How to complete this task.
Without omitting anything, copy every entry word for word.

Available data.

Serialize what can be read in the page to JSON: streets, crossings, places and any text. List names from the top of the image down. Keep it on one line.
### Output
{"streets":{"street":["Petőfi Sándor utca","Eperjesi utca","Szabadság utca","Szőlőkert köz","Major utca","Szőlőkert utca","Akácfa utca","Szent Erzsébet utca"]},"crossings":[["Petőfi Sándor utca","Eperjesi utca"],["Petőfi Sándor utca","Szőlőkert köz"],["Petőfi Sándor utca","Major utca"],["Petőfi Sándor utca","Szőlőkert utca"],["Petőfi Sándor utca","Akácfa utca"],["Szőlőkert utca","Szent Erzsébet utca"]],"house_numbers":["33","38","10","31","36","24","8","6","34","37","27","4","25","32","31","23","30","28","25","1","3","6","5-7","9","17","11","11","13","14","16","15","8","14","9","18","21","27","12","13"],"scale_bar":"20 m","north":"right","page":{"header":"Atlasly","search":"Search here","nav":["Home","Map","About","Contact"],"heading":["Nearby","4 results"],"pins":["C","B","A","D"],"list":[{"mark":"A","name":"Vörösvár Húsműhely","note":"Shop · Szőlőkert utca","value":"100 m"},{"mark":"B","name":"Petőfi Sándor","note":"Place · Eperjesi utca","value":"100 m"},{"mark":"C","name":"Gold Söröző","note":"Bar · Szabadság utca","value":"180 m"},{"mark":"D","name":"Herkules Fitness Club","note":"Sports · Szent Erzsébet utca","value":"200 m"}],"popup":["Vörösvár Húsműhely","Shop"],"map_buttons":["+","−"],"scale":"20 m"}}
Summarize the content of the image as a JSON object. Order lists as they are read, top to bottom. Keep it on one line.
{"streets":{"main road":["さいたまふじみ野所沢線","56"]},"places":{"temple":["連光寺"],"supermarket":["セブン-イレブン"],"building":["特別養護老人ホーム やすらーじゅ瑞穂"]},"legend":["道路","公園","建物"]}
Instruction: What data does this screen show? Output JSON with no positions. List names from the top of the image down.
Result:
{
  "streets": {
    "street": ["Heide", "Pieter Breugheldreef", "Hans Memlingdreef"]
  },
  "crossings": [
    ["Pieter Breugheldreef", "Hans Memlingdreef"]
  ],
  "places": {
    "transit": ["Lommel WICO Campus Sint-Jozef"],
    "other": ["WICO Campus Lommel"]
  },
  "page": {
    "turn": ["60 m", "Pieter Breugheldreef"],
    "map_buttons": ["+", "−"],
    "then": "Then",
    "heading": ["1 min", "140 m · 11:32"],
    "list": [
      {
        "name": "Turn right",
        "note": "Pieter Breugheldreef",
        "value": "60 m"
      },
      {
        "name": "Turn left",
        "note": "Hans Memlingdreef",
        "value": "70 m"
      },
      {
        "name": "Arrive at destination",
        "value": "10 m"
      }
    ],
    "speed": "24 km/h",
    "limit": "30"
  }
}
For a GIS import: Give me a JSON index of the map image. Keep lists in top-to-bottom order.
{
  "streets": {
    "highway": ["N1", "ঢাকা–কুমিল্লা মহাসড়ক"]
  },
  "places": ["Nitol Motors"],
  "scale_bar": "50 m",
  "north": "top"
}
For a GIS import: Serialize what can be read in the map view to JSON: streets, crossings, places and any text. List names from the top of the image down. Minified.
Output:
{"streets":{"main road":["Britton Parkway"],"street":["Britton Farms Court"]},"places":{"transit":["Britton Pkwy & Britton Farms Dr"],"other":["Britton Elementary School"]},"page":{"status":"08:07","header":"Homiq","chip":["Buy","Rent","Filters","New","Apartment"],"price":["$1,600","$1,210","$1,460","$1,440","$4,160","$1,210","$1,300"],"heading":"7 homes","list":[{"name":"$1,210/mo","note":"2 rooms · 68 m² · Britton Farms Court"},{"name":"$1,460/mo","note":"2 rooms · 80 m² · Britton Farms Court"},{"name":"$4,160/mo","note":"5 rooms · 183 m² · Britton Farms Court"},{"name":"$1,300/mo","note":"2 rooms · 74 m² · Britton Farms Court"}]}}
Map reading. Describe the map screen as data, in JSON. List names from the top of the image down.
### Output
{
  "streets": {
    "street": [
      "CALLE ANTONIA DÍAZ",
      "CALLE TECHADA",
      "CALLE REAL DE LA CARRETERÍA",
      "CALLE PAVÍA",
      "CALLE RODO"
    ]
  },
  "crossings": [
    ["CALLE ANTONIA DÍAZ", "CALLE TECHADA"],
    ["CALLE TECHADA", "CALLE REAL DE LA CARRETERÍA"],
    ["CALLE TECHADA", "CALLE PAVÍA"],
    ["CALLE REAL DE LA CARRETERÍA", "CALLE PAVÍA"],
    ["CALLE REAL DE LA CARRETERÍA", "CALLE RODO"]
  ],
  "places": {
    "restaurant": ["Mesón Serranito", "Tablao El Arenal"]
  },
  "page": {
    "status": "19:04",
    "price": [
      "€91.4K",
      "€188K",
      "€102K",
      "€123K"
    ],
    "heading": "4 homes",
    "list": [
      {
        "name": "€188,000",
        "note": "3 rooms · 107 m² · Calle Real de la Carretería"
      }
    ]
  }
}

Expected answer.
Serialize what can be read in the page to JSON: streets, crossings, places and any text. List names from the top of the image down. Keep it on one line.
### Output
{"streets":{"street":["Petőfi Sándor utca","Eperjesi utca","Szabadság utca","Szőlőkert köz","Major utca","Szőlőkert utca","Akácfa utca","Szent Erzsébet utca"]},"crossings":[["Petőfi Sándor utca","Eperjesi utca"],["Petőfi Sándor utca","Szőlőkert köz"],["Petőfi Sándor utca","Major utca"],["Petőfi Sándor utca","Szőlőkert utca"],["Petőfi Sándor utca","Akácfa utca"],["Szőlőkert utca","Szent Erzsébet utca"]],"house_numbers":["33","38","10","31","36","24","8","6","34","37","27","4","25","32","31","23","30","28","25","1","3","6","5-7","9","17","11","11","13","14","16","15","8","14","9","18","21","27","12","13"],"scale_bar":"20 m","north":"right","page":{"header":"Atlasly","search":"Search here","nav":["Home","Map","About","Contact"],"heading":["Nearby","4 results"],"pins":["C","B","A","D"],"list":[{"mark":"A","name":"Vörösvár Húsműhely","note":"Shop · Szőlőkert utca","value":"100 m"},{"mark":"B","name":"Petőfi Sándor","note":"Place · Eperjesi utca","value":"100 m"},{"mark":"C","name":"Gold Söröző","note":"Bar · Szabadság utca","value":"180 m"},{"mark":"D","name":"Herkules Fitness Club","note":"Sports · Szent Erzsébet utca","value":"200 m"}],"popup":["Vörösvár Húsműhely","Shop"],"map_buttons":["+","−"],"scale":"20 m"}}
Summarize the content of the image as a JSON object. Order lists as they are read, top to bottom. Keep it on one line.
{"streets":{"main road":["さいたまふじみ野所沢線","56"]},"places":{"temple":["連光寺"],"supermarket":["セブン-イレブン"],"building":["特別養護老人ホーム やすらーじゅ瑞穂"]},"legend":["道路","公園","建物"]}
Instruction: What data does this screen show? Output JSON with no positions. List names from the top of the image down.
Result:
{
  "streets": {
    "street": ["Heide", "Pieter Breugheldreef", "Hans Memlingdreef"]
  },
  "crossings": [
    ["Pieter Breugheldreef", "Hans Memlingdreef"]
  ],
  "places": {
    "transit": ["Lommel WICO Campus Sint-Jozef"],
    "other": ["WICO Campus Lommel"]
  },
  "page": {
    "turn": ["60 m", "Pieter Breugheldreef"],
    "map_buttons": ["+", "−"],
    "then": "Then",
    "heading": ["1 min", "140 m · 11:32"],
    "list": [
      {
        "name": "Turn right",
        "note": "Pieter Breugheldreef",
        "value": "60 m"
      },
      {
        "name": "Turn left",
        "note": "Hans Memlingdreef",
        "value": "70 m"
      },
      {
        "name": "Arrive at destination",
        "value": "10 m"
      }
    ],
    "speed": "24 km/h",
    "limit": "30"
  }
}
For a GIS import: Give me a JSON index of the map image. Keep lists in top-to-bottom order.
{
  "streets": {
    "highway": ["N1", "ঢাকা–কুমিল্লা মহাসড়ক"]
  },
  "places": ["Nitol Motors"],
  "scale_bar": "50 m",
  "north": "top"
}
For a GIS import: Serialize what can be read in the map view to JSON: streets, crossings, places and any text. List names from the top of the image down. Minified.
Output:
{"streets":{"main road":["Britton Parkway"],"street":["Britton Farms Court"]},"places":{"transit":["Britton Pkwy & Britton Farms Dr"],"other":["Britton Elementary School"]},"page":{"status":"08:07","header":"Homiq","chip":["Buy","Rent","Filters","New","Apartment"],"price":["$1,600","$1,210","$1,460","$1,440","$4,160","$1,210","$1,300"],"heading":"7 homes","list":[{"name":"$1,210/mo","note":"2 rooms · 68 m² · Britton Farms Court"},{"name":"$1,460/mo","note":"2 rooms · 80 m² · Britton Farms Court"},{"name":"$4,160/mo","note":"5 rooms · 183 m² · Britton Farms Court"},{"name":"$1,300/mo","note":"2 rooms · 74 m² · Britton Farms Court"}]}}
Map reading. Describe the map screen as data, in JSON. List names from the top of the image down.
### Output
{
  "streets": {
    "street": [
      "CALLE ANTONIA DÍAZ",
      "CALLE TECHADA",
      "CALLE REAL DE LA CARRETERÍA",
      "CALLE PAVÍA",
      "CALLE RODO"
    ]
  },
  "crossings": [
    ["CALLE ANTONIA DÍAZ", "CALLE TECHADA"],
    ["CALLE TECHADA", "CALLE REAL DE LA CARRETERÍA"],
    ["CALLE TECHADA", "CALLE PAVÍA"],
    ["CALLE REAL DE LA CARRETERÍA", "CALLE PAVÍA"],
    ["CALLE REAL DE LA CARRETERÍA", "CALLE RODO"]
  ],
  "places": {
    "restaurant": ["Mesón Serranito", "Tablao El Arenal"]
  },
  "page": {
    "status": "19:04",
    "price": [
      "€91.4K",
      "€188K",
      "€102K",
      "€123K"
    ],
    "heading": "4 homes",
    "list": [
      {
        "name": "€188,000",
        "note": "3 rooms · 107 m² · Calle Real de la Carretería"
      }
    ]
  }
}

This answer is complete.